I also appreciated Bierk including an image of his father, who peered out starkly from one wall. (Often, artists dissociate themselves from their families in their work—or vice versa—subbing in Papa Greenberg or Papa Beuys instead.)
While there are a lot of creators who can cleverly (and cogently) point out the ways narratives can be fabricated, manipulated and contested, I still, every once in a while, value a project that says, in the vein of a good memoir, “You know what? This is my story.” Or: “You know what? This is me trying to figure out my story.”
2. Sophie Calle at the Episcopal Church of the Heavenly Rest, New York
Sophie Calle is one of those rare artists who engages the intimate and the interpretive simultaneously and with success. In May, Calle presented works about her mother—and her mother’s death—at a church on the Upper East Side, with the setting providing a quiet and reverential contrast to Frieze New York’s fair frenzy. In one audio work, a voice relayed her mother’s diary entries, forming the picture of a woman who was insightful one moment, petulant the next, and deeply human throughout.
Certainly, there was another personal identification here for me, as it provided a chance to reflect on my own experiences of my mother dying. I was also grateful to Calle for providing a work one could retreat into, snug in the velvet seats of a city chapel, and acknowledge the complicated centrality of “mom” in the lives of so many.
3. Brad Phillips and Sojourner Truth Parsons at Hot House, New York
Also during Frieze Week, I happened by Hot House, a project involving a number of Canadian artists in Spanish Harlem. Like Calle’s project at the Heavenly Rest, Hot House (at least when I saw it, on a quiet afternoon) provided a respite from the high–pressure fair environment.
As I entered, I heard a lone cellist playing beautifully in a large, ground-floor space. Climbing the stairs to various rooms, I saw a series of photorealist watercolour paintings by Brad Phillips.
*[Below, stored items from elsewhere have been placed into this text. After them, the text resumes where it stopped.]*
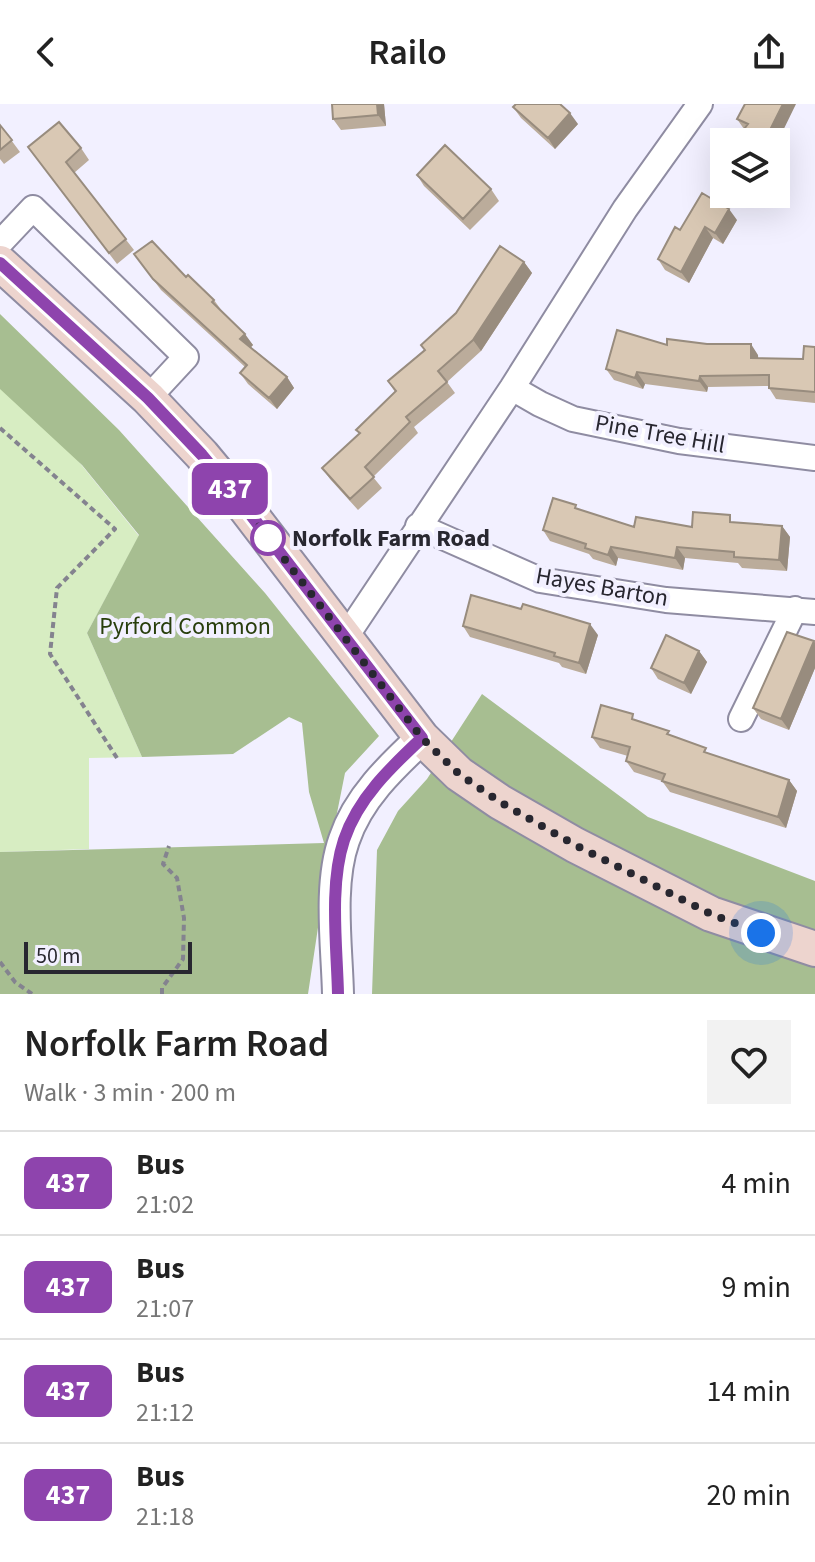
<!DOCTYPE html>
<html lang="en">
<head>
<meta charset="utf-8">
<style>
  :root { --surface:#fff; --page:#f2f2f2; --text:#222; --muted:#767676; --line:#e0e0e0 }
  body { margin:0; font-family:"Source Sans 3",sans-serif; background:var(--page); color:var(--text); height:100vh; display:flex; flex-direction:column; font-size:30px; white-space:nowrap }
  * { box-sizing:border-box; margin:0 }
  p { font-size:26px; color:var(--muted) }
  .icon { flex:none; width:44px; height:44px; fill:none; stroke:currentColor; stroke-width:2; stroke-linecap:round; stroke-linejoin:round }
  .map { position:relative; height:890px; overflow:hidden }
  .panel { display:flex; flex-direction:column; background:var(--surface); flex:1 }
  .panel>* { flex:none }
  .badge { padding:0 16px; border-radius:12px; font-size:28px; line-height:52px }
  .fabs { position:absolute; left:710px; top:24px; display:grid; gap:16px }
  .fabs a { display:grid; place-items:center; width:80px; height:80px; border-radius:0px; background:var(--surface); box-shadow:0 8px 32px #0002; font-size:40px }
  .scale { position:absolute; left:24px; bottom:20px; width:168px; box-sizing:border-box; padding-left:8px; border:4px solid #282730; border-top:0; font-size:22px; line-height:28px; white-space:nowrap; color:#282730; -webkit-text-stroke:6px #f2f0ff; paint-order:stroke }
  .you { position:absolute; width:40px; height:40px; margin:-20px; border:6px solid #fff; border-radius:50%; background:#1a73e8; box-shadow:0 0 0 12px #1a73e833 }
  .map>.badge { position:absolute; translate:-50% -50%; box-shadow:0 0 0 4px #fff }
  .round { display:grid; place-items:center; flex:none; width:84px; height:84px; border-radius:0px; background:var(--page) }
  .overview { display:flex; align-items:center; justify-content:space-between; height:136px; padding:0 24px }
  h1 { font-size:38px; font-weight:600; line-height:60px }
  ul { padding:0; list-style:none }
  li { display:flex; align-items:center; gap:24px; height:104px; padding:0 24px; border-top:2px solid var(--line) }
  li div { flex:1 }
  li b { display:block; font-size:30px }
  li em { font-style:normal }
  li .badge { min-width:88px; font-weight:700; text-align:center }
  header { display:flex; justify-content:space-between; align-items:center; height:104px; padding:0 24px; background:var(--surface); font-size:36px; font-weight:600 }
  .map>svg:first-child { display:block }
  .green { fill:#d7edc2 }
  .forest { fill:#a7be91 }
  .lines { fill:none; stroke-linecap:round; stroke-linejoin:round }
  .minor-casing { stroke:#8f8ca2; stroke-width:28 }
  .tertiary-casing { stroke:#8f8ca2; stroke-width:34 }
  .secondary-casing { stroke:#8f8ca2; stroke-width:38 }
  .path { stroke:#84838f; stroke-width:4; stroke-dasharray:6 4; stroke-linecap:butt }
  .minor { stroke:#fff; stroke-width:24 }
  .tertiary { stroke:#fff; stroke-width:30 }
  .secondary { stroke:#edd4ce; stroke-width:34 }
  .wall { fill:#bbac9b }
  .shaded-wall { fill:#988c7e }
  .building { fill:#d9c8b4; stroke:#988c7e; stroke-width:2 }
  .line-casing { stroke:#fff; stroke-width:18 }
  .line { stroke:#8e44ad; stroke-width:12 }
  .walk { stroke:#282730; stroke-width:8; stroke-dasharray:0 14.4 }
  .stop-dot { fill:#fff; stroke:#8e44ad; stroke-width:4 }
  .labels { text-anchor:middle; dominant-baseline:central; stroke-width:8; stroke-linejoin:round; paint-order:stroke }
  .street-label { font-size:24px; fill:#282730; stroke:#f2f0ff }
  .stop-label { font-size:24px; font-weight:bold; fill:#282730; stroke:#f2f0ff; text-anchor:start }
  .park-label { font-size:24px; fill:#283e0c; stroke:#f2f0ff }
</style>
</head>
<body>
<header><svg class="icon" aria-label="back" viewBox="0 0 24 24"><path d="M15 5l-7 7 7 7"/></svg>Railo<svg class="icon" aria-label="share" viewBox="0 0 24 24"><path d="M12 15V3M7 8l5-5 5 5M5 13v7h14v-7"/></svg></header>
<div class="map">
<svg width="815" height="890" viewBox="0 0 815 890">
  <rect width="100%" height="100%" fill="#f2f0ff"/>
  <!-- green -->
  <path class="green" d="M0,270L20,285L139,432L87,529L142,653L89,654V745L0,748Z"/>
  <!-- forest -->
  <path class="forest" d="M0,210L119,326L265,489L379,632L345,669L330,744L308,890H0V748L324,739L309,688L302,619L289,613L233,650L142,653L87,529L139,431L82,361L0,285Z
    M482,590L648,713L815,777V890H372L377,746L398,707L427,675Z"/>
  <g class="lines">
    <defs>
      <path id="minor" d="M0,139L33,104L186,253L148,294
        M512,284L540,300L573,315L679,337L815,354
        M418,422L540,476L666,496L815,508
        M345,534L512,284L625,105L700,0
        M741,615L795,505"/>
      <path id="tertiary" d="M338,890C337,843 328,781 344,736C358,694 391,663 422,634"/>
      <path id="secondary" d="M0,159L148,294L202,351L241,398L422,634L459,670L500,698L575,741L711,810L815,845"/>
    </defs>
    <!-- minor casing -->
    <use href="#minor" class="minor-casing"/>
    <!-- tertiary casing -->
    <use href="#tertiary" class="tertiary-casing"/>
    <!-- secondary casing -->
    <use href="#secondary" class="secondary-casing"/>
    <!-- path -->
    <path class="path" d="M0,324L115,425L57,484L50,550L117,654
      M0,858L15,878L32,890
      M162,890V884L183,855L184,814L177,774L163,760L169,742"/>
    <!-- minor -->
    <use href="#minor" class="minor"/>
    <!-- tertiary -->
    <use href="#tertiary" class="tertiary"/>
    <!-- secondary -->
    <use href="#secondary" class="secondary"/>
  </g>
  <!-- wall -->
  <path class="wall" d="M384,0L386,22L341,26L333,15Z
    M796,0L744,25L737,15Z
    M513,3L578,20L555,45L521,14Z
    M0,21L20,48L4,60L0,55Z
    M28,43L81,44L89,56L74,69L134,146L117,160Z
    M417,71L491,85L499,97L470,126L424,82Z
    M737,116L723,140L713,134L689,179L665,166L658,155L680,126Z
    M134,150L186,173L214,196L222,207L253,241L251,243L287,273L294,284L277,305L248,280L240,269L245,263L161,186Z
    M524,158L532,169L481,247L447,278L455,289L414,323L418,329L373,373L382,384L358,406L330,375L322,364L359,330L356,326L395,288L388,277L424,246L421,241Z
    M815,243V299L776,295L769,284V282L708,283L707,288L645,280L643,285L614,276L606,265L758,251V254L803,255Z
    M579,406L634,423H692L736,419L782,422L790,433L787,467L742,464L738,459L685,454L683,466L618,454L616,462L593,455L589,450L550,437L543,426Z
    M463,522L598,531L586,570L562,563L559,559L470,533Z
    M814,537L815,539V564L789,626L761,615L753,604Z
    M699,547L707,558L691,590L658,575L651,564Z
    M638,617L710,650L789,676L797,687L786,724L670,688L662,677L634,668L626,657L628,652L600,644L592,633Z"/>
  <!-- shaded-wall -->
  <path class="shaded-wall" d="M377,0H384L386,22L378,11Z
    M783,0H796L776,41V38H764Z
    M570,9L578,20L555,45L548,34Z
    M729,105L737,116L723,140L715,129Z
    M705,123L713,134L689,179L681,168Z
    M524,158L532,169L481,247L473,236Z
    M245,230L253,241L248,246L240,235Z
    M751,240L758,251L759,265L751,254Z
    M637,268L645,280L643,285L635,274Z
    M700,272L708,283L707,288L699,277Z
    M287,273L294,284L277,305L269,294Z
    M782,422L790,433L787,467L779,456Z
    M611,443L618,454L616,462L608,451Z
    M677,443L685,454L683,466L675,454Z
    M590,520L598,531L586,570L579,559Z
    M814,537L815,539V564L789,626L781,615Z
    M699,547L707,558L691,590L684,579Z
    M789,676L797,687L786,724L778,713Z"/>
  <!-- building -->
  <path class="building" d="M332,0H377L378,11L333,15Z
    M516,0H560L570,9L548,34L513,3Z
    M745,0H783L764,38H734L748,20L737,15Z
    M59,18L81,44L66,58L126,135L109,149L28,43Z
    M0,21L12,36L0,46Z
    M445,41L491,85L463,115L417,71Z
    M702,89L729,105L715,129L705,123L681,168L658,155L675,123L680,126Z
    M152,137L186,173L188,171L214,196L212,198L245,230L240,235L287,273L269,294L240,269L247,261L153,175L134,150Z
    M500,142L524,158L473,236L438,267L447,278L406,313L410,318L365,363L374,373L350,395L322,364L360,329L356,326L396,287L388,277L425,246L421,241L456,209Z
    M617,226L667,241V235L707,240H751V254L803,255L804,242L815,243V288L769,284V271L700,272L699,277L637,268L635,274L606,265Z
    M553,394L576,401L575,404L634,423L636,413L692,423L693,408L730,411V418L782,422L779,456L734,453V448L677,443L675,454L611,443L608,451L585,444L586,440L543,426Z
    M471,491L521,505L523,500L590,520L579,559L554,552L555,549L463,522Z
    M787,528L814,537L781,615L753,604Z
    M666,531L699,547L684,579L651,564Z
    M601,601L633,610L632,615L669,627L667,630L706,644L704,648L789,676L778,713L662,677L665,670L626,657L630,643L592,633Z"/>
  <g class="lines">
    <defs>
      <path id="line" d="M0,159L148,294L202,351L241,398L422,634C391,663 358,694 344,736C329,781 337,843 338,890"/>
    </defs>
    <!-- line casing -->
    <use href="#line" class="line-casing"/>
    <!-- line -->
    <use href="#line" class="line"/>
    <!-- walk -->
    <path class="walk" d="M268,434L259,422L422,634L459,670L500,698L575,741L711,810L761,829"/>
  </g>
  <!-- markers -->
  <circle class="stop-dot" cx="268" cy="434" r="16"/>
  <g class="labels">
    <!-- street labels -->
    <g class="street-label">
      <text transform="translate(660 330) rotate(10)">Pine Tree Hill</text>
      <text transform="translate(602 483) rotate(10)">Hayes Barton</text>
    </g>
    <!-- stop labels -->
    <g class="stop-label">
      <text x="292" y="434">Norfolk Farm Road</text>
    </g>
    <!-- park labels -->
    <g class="park-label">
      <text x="185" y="522">Pyrford Common</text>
    </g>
  </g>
</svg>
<div class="fabs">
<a><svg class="icon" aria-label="layers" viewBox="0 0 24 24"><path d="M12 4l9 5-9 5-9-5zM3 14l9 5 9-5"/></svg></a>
</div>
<div class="scale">50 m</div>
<div class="you" style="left:761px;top:829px"></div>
<b class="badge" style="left:230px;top:385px;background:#8e44ad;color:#fff">437</b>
</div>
<section class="panel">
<div class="overview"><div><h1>Norfolk Farm Road</h1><p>Walk · 3 min · 200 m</p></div><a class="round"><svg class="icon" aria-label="heart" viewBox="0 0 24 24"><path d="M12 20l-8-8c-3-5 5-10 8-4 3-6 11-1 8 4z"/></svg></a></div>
<ul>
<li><span class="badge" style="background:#8e44ad;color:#fff">437</span><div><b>Bus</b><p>21:02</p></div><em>4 min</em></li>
<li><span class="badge" style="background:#8e44ad;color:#fff">437</span><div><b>Bus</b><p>21:07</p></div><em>9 min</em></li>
<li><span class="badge" style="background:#8e44ad;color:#fff">437</span><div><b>Bus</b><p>21:12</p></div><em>14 min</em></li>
<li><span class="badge" style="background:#8e44ad;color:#fff">437</span><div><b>Bus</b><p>21:18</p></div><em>20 min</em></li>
</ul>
</section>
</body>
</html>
One in particular showed a manicured hand holding a bloody Kleenex, with a title scrawled in pencil beneath: “Not Pregnant.”
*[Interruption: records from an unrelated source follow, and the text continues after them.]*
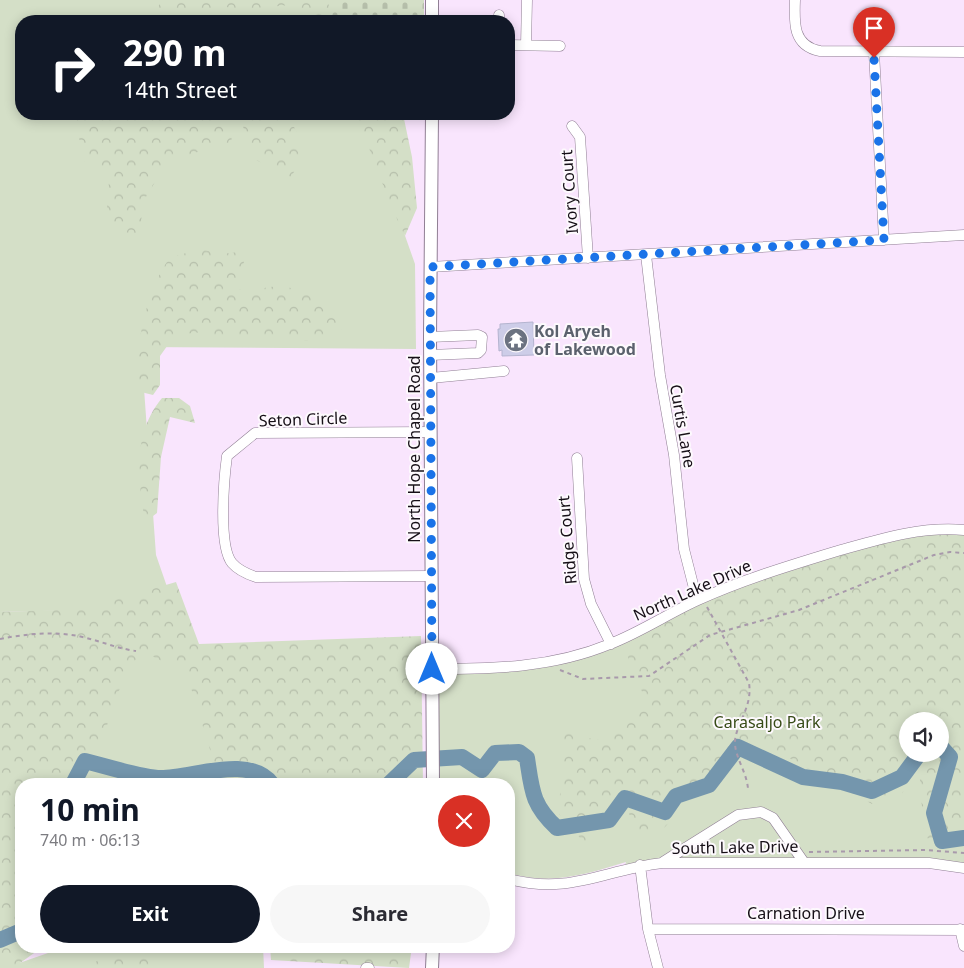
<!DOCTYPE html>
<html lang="en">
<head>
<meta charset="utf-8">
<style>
	:root { --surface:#fff; --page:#f7f7f7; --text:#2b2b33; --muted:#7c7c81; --accent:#111827 }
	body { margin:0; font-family:"Noto Sans",sans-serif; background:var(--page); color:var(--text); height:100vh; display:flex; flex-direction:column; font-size:19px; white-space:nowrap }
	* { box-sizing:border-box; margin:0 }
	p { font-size:16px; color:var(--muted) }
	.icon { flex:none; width:28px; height:28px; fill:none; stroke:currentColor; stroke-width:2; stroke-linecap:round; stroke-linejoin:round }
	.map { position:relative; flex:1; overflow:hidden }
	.details { position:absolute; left:15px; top:778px; width:500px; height:175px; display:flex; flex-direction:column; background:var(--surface); border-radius:20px; box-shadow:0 2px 12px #0003 }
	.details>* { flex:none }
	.hud { position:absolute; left:15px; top:15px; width:500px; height:105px; border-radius:20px; box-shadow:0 2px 12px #0003; background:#111827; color:#fff; overflow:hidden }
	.controls { position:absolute; left:899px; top:712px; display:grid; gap:10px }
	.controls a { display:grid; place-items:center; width:50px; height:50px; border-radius:50%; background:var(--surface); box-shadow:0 2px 12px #0003; font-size:25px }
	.pin { position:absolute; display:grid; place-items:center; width:42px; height:42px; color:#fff; margin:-51px -21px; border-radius:50% 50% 50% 0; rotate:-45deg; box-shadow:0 0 5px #0007 }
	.pin .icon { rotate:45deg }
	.me { position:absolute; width:55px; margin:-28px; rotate:0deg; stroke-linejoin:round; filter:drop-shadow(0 0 4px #0008) }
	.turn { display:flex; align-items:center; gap:18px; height:105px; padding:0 25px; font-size:22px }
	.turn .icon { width:65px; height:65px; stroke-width:2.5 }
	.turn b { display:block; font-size:35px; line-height:42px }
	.round { display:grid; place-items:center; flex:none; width:52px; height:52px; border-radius:26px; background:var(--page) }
	.headline { display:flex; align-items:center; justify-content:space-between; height:85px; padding:0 25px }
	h1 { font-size:30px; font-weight:700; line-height:38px; color:var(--accent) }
	.primary-button { display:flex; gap:10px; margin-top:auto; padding:10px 25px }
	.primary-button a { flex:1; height:58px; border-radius:30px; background:var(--accent); color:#fff; font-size:20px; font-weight:700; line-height:58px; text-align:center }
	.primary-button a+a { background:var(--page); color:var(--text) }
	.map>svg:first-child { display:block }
</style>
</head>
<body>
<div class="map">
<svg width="964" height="968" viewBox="0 0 964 968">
	<defs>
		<pattern id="forest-crowns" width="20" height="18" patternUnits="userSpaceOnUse" patternTransform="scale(1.25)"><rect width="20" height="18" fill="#d4dfc7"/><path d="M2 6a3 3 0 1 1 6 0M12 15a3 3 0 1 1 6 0" fill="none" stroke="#b5beaa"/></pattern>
		<pattern id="cemetery-stones" width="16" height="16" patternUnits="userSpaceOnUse" patternTransform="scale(1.25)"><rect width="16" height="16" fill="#d4dfc7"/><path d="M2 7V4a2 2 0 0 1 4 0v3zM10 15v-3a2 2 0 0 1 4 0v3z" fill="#b5beaa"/></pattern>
	</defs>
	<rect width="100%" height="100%" fill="#f9e5fd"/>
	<path fill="#d4dfc7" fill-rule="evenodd" d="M0,0H321L329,21H21V114H362L415,264L416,349L141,347L156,555L216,728L232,784H73L84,610L0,612Z
		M964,530V868L793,861L624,869L626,862C588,874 549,886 509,873V784H433L432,669L540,664ZM908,721H940V754H908Z
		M53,946H263L264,968H5L48,953Z"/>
	<path fill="url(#forest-crowns)" fill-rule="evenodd" d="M161,0H331L341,21H320L290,5L247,9L225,7L203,9L158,8Z
		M77,114H217L231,129L232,146L210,148L176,159L155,182L141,205L142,235L123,232L106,221L109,181L85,162L77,130Z
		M233,114H275L279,124L294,127C306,149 304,156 291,177L276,172L253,158L241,120Z
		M356,114H403L412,157L417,208L405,236L391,206Z
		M195,249C211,250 221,256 237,252L245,257L238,289C257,292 262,287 280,286C293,286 335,305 341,317C343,320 343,325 343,328C306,356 259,325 221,341L203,332L175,335L160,356V385L153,395L137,391C135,348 145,291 171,256L181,255Z
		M162,398H179L190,406L195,423L170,417L161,457L157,513L145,522C138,479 132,434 162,398Z
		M918,533L964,534V840L924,838L919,766L901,795L872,804L751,737L663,829L638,833L625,805L588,847L559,814L563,732L597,740L647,704L621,640L737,582ZM908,721H940V754H908Z
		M176,582L199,644L421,636L423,784H224L212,756L187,675L141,650L115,698L90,784H21V946H44L13,968H0V612L84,609Z
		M116,946H147L152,968H88Z
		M270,946H412L409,968L271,960Z"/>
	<path fill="url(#cemetery-stones)" d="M327,0H424V21H334Z"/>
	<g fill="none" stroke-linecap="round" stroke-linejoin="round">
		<path stroke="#7496ad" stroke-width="16" d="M940,746L950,757L934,813L942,841L964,838
			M73,784L85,761C105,766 143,778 161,778C193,778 249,754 272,784
			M389,784L414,760L462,757L482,770L495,753L519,752L527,758C532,791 532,805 557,828L609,820L625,798L665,812L676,796L709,785L738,747L803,777L842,782L872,791L902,777L919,754
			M0,940L21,931"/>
	</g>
	<path fill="#cdcde8" stroke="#b4b4cf" d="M533,322L534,355L502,356V350L499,351L498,329H500V324Z"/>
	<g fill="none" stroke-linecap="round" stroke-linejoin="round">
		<g stroke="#907f94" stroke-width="11">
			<path id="minor" d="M795,0C794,23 793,46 820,51L964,52
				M499,15V21
				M509,45L560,46
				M526,45L527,0
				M874,52L884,240
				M572,126L580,137L588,258
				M646,255L660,375L674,455L684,549L697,600
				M430,267L964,235
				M430,337L478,335L482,337L481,350L478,353L430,355
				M431,378L504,371
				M431,432L255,433L227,456C224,478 218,546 232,563C238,570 247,574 256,577L431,576
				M577,458L584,579L591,604L611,644
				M432,669C493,669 552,668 610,644C641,632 669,613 698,600C742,580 788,566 834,552C877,540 919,526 964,530
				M663,862L738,815L761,812L773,818L803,861
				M640,865L648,929L658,968
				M509,879C571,895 603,870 662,863H929L964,868
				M648,929L964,930
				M960,929L964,946
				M366,968H369"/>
		</g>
		<g stroke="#907f94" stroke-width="14">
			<path id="major" d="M432,0V21
				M432,114L430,337L433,784
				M432,968L433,946"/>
		</g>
		<path stroke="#a899ab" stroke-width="2" stroke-dasharray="4 4" stroke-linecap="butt" d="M707,607L749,683C753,708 734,726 735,744C736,759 747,773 748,789
			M0,639C25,634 53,631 78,636C98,640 115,648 136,651
			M560,670L583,679L649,676L710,635L799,610L934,555L950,552L964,553
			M809,852L925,850L964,853"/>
		<use href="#minor" stroke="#fff" stroke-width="10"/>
		<use href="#major" stroke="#fff" stroke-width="12"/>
	</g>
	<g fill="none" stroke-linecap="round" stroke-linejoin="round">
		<path stroke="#1a73e8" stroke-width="9" stroke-dasharray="0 16.2" d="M432,669L430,267L884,240L874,58"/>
	</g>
	<defs>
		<g id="temple-disc" transform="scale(1.25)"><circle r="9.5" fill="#6b7280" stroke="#fdf9fd"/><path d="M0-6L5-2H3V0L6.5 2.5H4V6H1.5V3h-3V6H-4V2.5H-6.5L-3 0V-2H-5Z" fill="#fff"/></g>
	</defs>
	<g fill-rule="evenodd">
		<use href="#temple-disc" x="516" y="340"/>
	</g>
	<g text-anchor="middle" stroke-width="4" stroke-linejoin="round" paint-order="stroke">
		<g font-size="16" fill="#160f17" stroke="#fdf9fd">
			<text transform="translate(569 192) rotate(-94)" y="6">Ivory Court</text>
			<text transform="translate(303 419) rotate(-2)" y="6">Seton Circle</text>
			<text transform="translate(683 426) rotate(80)" y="6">Curtis Lane</text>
			<text transform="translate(414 449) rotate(-90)" y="6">North Hope Chapel Road</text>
			<text transform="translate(567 540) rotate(-95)" y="6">Ridge Court</text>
			<text transform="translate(692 590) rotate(-24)" y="6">North Lake Drive</text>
			<text transform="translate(735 847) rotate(-1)" y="6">South Lake Drive</text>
			<text x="806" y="919">Carnation Drive</text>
		</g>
		<g font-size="16" font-weight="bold" fill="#5b616d" stroke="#fdf9fd" text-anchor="start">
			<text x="534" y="337">Kol Aryeh<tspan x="534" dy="18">of Lakewood</tspan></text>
		</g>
		<g font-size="16" fill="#374b17" stroke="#fdf9fd">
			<text x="767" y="728">Carasaljo Park</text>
		</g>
	</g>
</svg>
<div class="controls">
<a><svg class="icon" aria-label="sound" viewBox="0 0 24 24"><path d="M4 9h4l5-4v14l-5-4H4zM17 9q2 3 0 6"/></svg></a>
</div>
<div class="pin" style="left:874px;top:58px;background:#d93025"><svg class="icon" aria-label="arrive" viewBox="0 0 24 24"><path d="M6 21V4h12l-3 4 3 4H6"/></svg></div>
<svg class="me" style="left:432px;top:669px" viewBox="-20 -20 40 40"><circle r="19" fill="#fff"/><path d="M0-13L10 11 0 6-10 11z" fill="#1a73e8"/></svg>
<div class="hud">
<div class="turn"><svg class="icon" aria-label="right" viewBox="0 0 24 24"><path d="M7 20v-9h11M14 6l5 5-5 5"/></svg><div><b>290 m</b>14th Street</div></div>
</div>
<section class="details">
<div class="headline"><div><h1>10 min</h1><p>740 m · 06:13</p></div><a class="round" style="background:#d93025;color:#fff"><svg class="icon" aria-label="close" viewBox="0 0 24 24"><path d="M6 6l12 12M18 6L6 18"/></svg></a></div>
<div class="primary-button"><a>Exit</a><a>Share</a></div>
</section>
</div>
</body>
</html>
I couldn’t tell whether this pencilled statement added up to a pro or a con for the person holding the tissue—or the person rendering the image of that tissue—but given the limited extent to which I’ve seen pregnancy play out in contemporary art, and given the many years I’ve spent trying to either “be” or “not be” on this point, I appreciated the representation of common experience.
In another room, Sojourner Truth Parsons installed garlands of white flowers, evoking innocence, hope and wonder. These are elements I hope to keep in mind as the challenges of the coming year—which include giving birth and becoming a mother for the first time—unfold.
Leah Sandals is online editor at Canadian Art.